Kesunahan Doa Iftitah

Posted on 06 November 2024



Banyak hadits yang menyebutkan tentang kesunahan doa Istiftah, di antaranya hadits yang diriwayatkan oleh sahabat Ibnu Umar radhiyallahu anhuma, beliau berkata:

Ketika kami sedang shalat bersama Rasulullah , seorang lelaki di antara kaumnya berkata:

اَللهُ أَكْبَرُ كَبِيرًا، وَالْحَمْدُ للهِ كَثِيرًا، وَسُبْحَانَ اللهِ بُكْرَةً وَأَصِيلًا

Allah Maha Besar dengan kebesaran-Nya, segala puji bagi Allah dengan pujian yang banyak, mahasuci Allah di pagi hari dan dai sore hari

Maka Nabi bertanya:

“Siapakah yang mengatakan kalimat tadi?”

Lelaki itu menjawab, “Aku, Wahai Rasulullah.”

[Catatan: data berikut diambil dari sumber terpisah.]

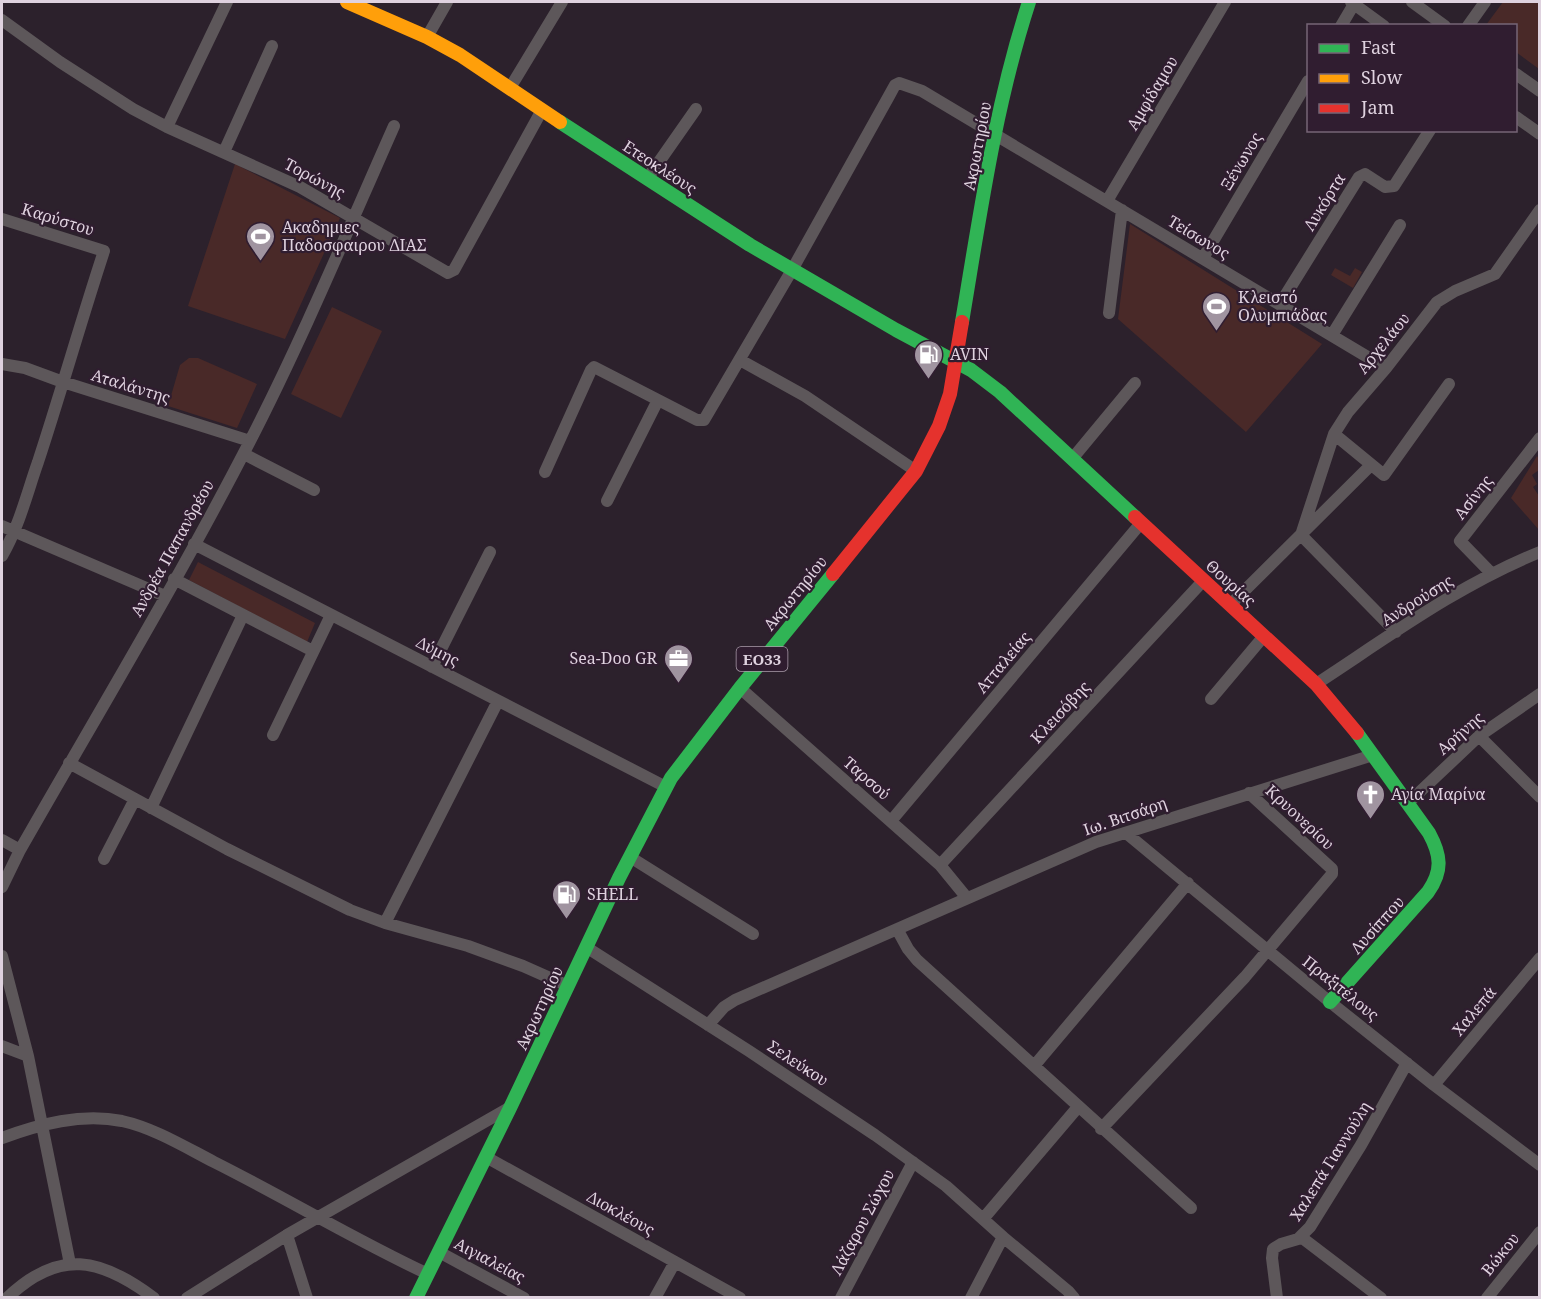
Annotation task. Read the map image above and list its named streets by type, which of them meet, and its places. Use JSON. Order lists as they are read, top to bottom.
{
  "streets": {
    "street": [
      "Αμφίδαμου",
      "Ακρωτηρίου",
      "Ξένωνος",
      "Ετεοκλέους",
      "Τορώνης",
      "Λυκόρτα",
      "Καρύστου",
      "Τείσωνος",
      "Αρχελάου",
      "Αταλάντης",
      "Ασίνης",
      "Ανδρέα Παπανδρέου",
      "Θουρίας",
      "Ανδρούσης",
      "Δύμης",
      "ΕΟ33",
      "Ατταλείας",
      "Κλεισόβης",
      "Αρήνης",
      "Ταρσού",
      "Ιω. Βιτσάρη",
      "Κρυονερίου",
      "Λυσίππου",
      "Πραξιτέλους",
      "Χαλεπά",
      "Σελεύκου",
      "Χαλεπά Γιαννούλη",
      "Διοκλέους",
      "Λάζαρου Σώχου",
      "Βώκου",
      "Αιγιαλείας"
    ]
  },
  "crossings": [
    ["Αμφίδαμου", "Τείσωνος"],
    ["Ακρωτηρίου", "Ετεοκλέους"],
    ["Ακρωτηρίου", "Τείσωνος"],
    ["Ακρωτηρίου", "Θουρίας"],
    ["Ακρωτηρίου", "Δύμης"],
    ["Ακρωτηρίου", "Ταρσού"],
    ["Ακρωτηρίου", "Σελεύκου"],
    ["Ακρωτηρίου", "Διοκλέους"],
    ["Ακρωτηρίου", "Αιγιαλείας"],
    ["Ξένωνος", "Τείσωνος"],
    ["Ετεοκλέους", "Τορώνης"],
    ["Ετεοκλέους", "Τείσωνος"],
    ["Ετεοκλέους", "Θουρίας"],
    ["Τορώνης", "Ανδρέα Παπανδρέου"],
    ["Λυκόρτα", "Τείσωνος"],
    ["Καρύστου", "Αταλάντης"],
    ["Τείσωνος", "Αρχελάου"],
    ["Αταλάντης", "Ανδρέα Παπανδρέου"],
    ["Ασίνης", "Ανδρούσης"],
    ["Ανδρέα Παπανδρέου", "Δύμης"],
    ["Θουρίας", "Ανδρούσης"],
    ["Θουρίας", "Ατταλείας"],
    ["Θουρίας", "Κλεισόβης"],
    ["Θουρίας", "Αρήνης"],
    ["Θουρίας", "Ιω. Βιτσάρη"],
    ["Θουρίας", "Λυσίππου"],
    ["Ατταλείας", "Ταρσού"],
    ["Κλεισόβης", "Ταρσού"],
    ["Ταρσού", "Ιω. Βιτσάρη"],
    ["Ιω. Βιτσάρη", "Κρυονερίου"],
    ["Ιω. Βιτσάρη", "Πραξιτέλους"],
    ["Ιω. Βιτσάρη", "Σελεύκου"],
    ["Κρυονερίου", "Πραξιτέλους"],
    ["Λυσίππου", "Πραξιτέλους"],
    ["Πραξιτέλους", "Χαλεπά"],
    ["Πραξιτέλους", "Χαλεπά Γιαννούλη"],
    ["Σελεύκου", "Λάζαρου Σώχου"]
  ],
  "places": {
    "sports": ["Ακαδημιες Παδοσφαιρου ΔΙΑΣ", "Κλειστό Ολυμπιάδας"],
    "fuel station": ["AVIN", "SHELL"],
    "office": ["Sea-Doo GR"],
    "church": ["Αγία Μαρίνα"]
  },
  "legend": ["Fast", "Slow", "Jam"]
}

Nabi bersabda, “Aku takjub atas kalimat itu, pintu-pintu langit terbuka karenanya.”

Sahabat Ibnu Umar berkata, “Aku tidak pernah meninggalkan ucapan itu semenjak aku mendengar Rasulullah mengatakan hal itu.” (HR Muslim)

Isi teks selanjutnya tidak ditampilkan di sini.